Go get yourself a [DigitalNZ API key](https://digitalnz.org/developers/getting-started), then paste it between the quotes below. You need a key to make API requests, but they're free and quick to obtain.

In [33]:
# Past your API key between the quotes
# You might need to trim off any spaces at the beginning and end
api_key = '9yXNTynMDb3TUQws7QuD'
print('Your API key is: {}'.format(api_key))

Your API key is: 9yXNTynMDb3TUQws7QuD


## Add your search query

This is where you specify your search. Just put in anything you might enter in the DigitalNZ search box.


In [34]:
params['text'] = 'possum'
#params['text'] = 'possum AND opossum'
#params['text'] = '"possum skins"'

You can also add limit your results to a particular newspaper. Just remove the '#' from the start of the line to add this parameter to your query.

In [None]:
#params['and[collection][]'] = 'Evening Post'

You can also limit your query by date, but it's a bit fiddly. 

Filtering by a single century, decade or year is simple. Just add the appropriate parameter as in the examples below. Remove the '#', edit the value, and run the cell.

In [None]:
#params['and[century][]'] = '1800'
#params['and[decade][]'] = '1850'
#params['and[year][]'] = '1853'

There's no direct way (I think) to search a range of years, but we can get around this by issuing a request for each year separately and then combining the results.
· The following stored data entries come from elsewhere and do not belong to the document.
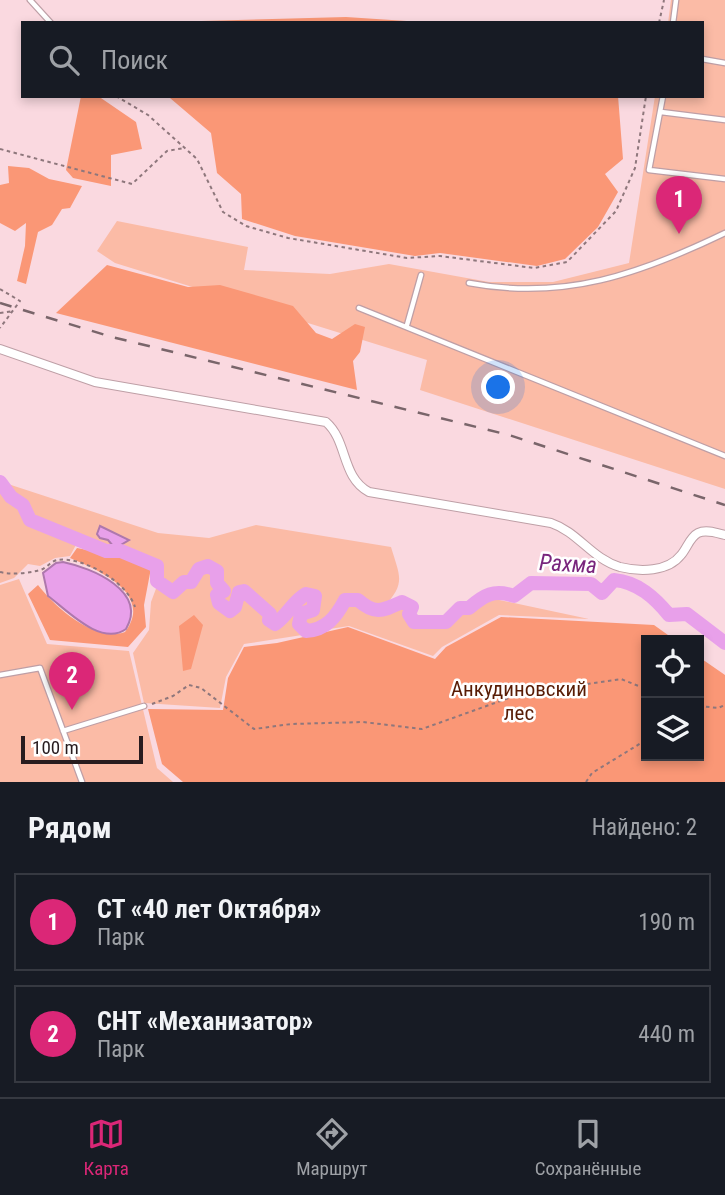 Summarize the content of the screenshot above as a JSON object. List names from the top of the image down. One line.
{"water":["Рахма"],"parks":["Анкудиновский лес"],"scale_bar":"100 m","page":{"search":"Поиск","pins":["1","2"],"scale":"100 m","heading":["Рядом","Найдено: 2"],"list":[{"mark":"1","name":"СТ «40 лет Октября»","note":"Парк","value":"190 m"},{"mark":"2","name":"СНТ «Механизатор»","note":"Парк","value":"440 m"}],"nav":["Карта","Маршрут","Сохранённые"]}} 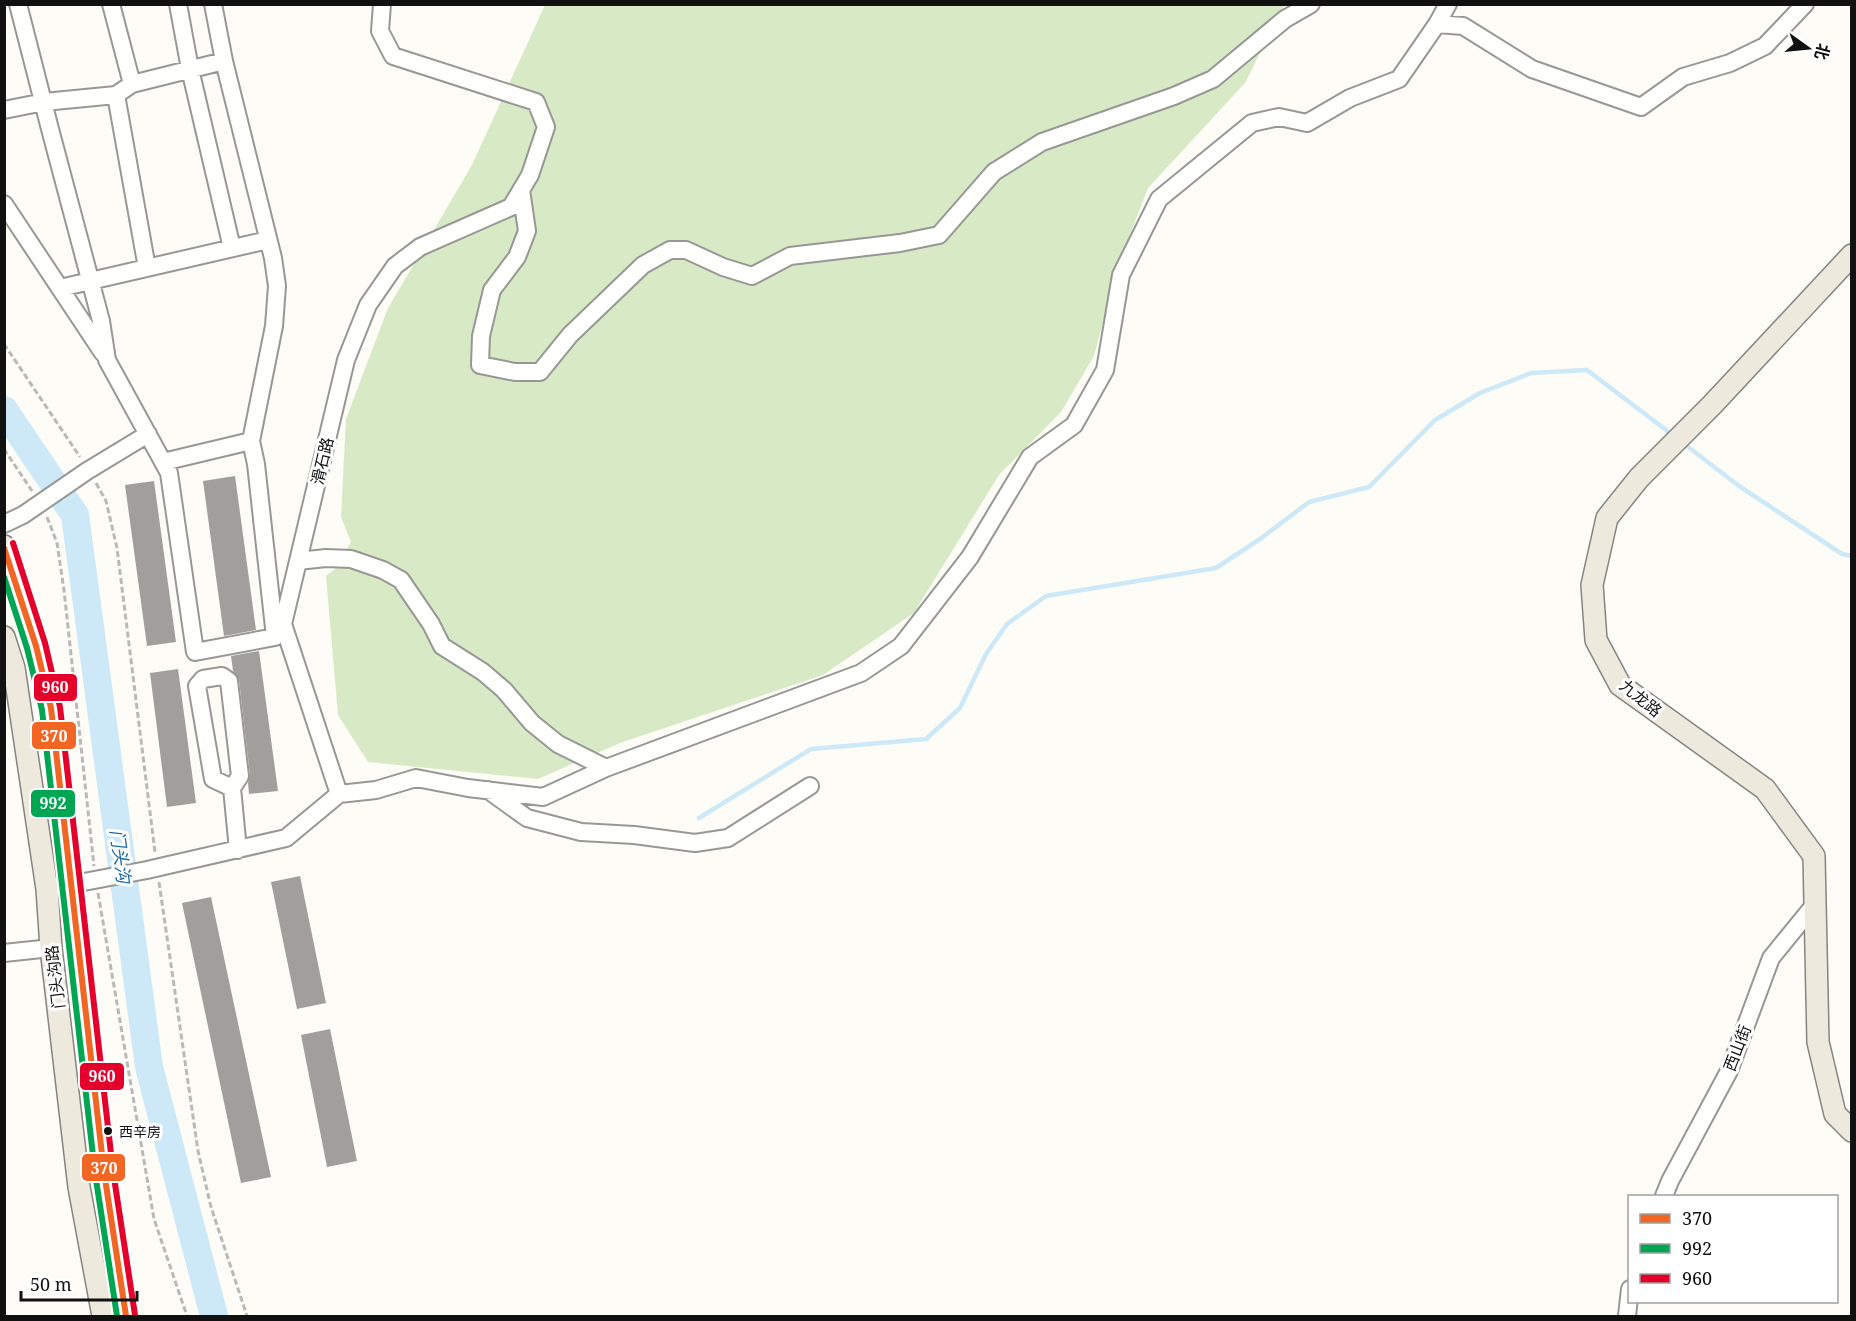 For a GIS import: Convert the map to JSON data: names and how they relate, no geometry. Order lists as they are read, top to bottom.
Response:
{
  "streets": {
    "main road": ["九龙路", "门头沟路"],
    "street": ["滑石路", "西山街"]
  },
  "crossings": [
    ["九龙路", "西山街"]
  ],
  "water": ["门头沟"],
  "places": ["西辛房"],
  "lines": ["transit line 960", "transit line 370", "transit line 992"],
  "legend": ["370", "992", "960"],
  "scale_bar": "50 m",
  "north": "right"
}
If you want to do this, change the values below.

In [38]:
# This sets the default values
# Change from None to a year, eg 1854 to set a specific range.
# You need both a start and an end year

start_year = 1870
end_year = 1880

## Set up some code

In [43]:
class Harvester():
    
    def __init__(self, params, start_year=None, end_year=None):
        self.params = params
        self.start_year = start_year
        self.end_year = end_year
        self.current_year = None
        self.total = 0
        self.more = True
        self.articles = []

    def process_results(self, data):
        results = data['search']['results']
        if results:
            self.articles += self.process_articles(results)
            return True
        else:
            return False
        
    def process_articles(self, results):
        articles = []
        for result in results:
            title = re.sub(r'(\([^)]*\))[^(]*$', '', result['title']).strip()
            articles.append({
                'id': result['id'],
                'title': title,
                'newspaper': result['publisher'][0],
                'date': result['date'],
                'text': result['fulltext'],
                'paperspast_url': result['landing_url'],
                'source_url': result['source_url']
            })
        return articles

    def get_data(self):
        response = s.get('http://api.digitalnz.org/v3/records.json', params=self.params)
        print(response.url)
        return response.json()
    
    def harvest(self):
        data = self.get_data()
        total = data['search']['result_count']
        if total > 0:
            self.more = self.process_results(data)
            with tqdm_notebook(total=total) as pbar:
                pbar.update(100)
                while self.more:
                    self.params['page'] += 1
                    data = self.get_data()
                    self.more = self.process_results(data)
                    pbar.update(100)
                    time.sleep(0.2)    

    def start_harvest(self):
        if self.start_year and self.end_year:
            for year in range(self.start_year, self.end_year+1):
                self.params['page'] = 1
                self.more = True
                self.current_year = year
                self.params['and[year][]'] = year
                self.harvest()
        else:
            self.harvest()
            
    def restart_harvest(self):
        # Don't reset the page to 1 -- hopefully pick up where it stopped
        if self.current_year and self.end_year:
            for year in range(self.current_year, self.end_year+1):
                if year != self.current_year:
                    self.params['page'] = 1
                self.more = True
                self.current_year = year
                self.params['and[year][]'] = year
                self.harvest()
        else:
            self.harvest()
               
    def save_as_csv(self, filename=None):
        if not filename:
            filename = '{}-{}.csv'.format(slugify(self.params['text']), strftime("%Y%m%d"))
        df = pd.DataFrame(self.articles)
        df.to_csv(filename, index=False)
        display(FileLink(filename))

## Start your harvest

In [44]:
harvester = Harvester(params, start_year=start_year, end_year=end_year)
harvester.start_harvest()

http://api.digitalnz.org/v3/records.json?and%5Bdisplay_collection%5D%5B%5D=Papers+Past&per_page=100&api_key=9yXNTynMDb3TUQws7QuD&text=possum&page=1&and%5Byear%5D%5B%5D=1870


HBox(children=(IntProgress(value=0, max=4), HTML(value='')))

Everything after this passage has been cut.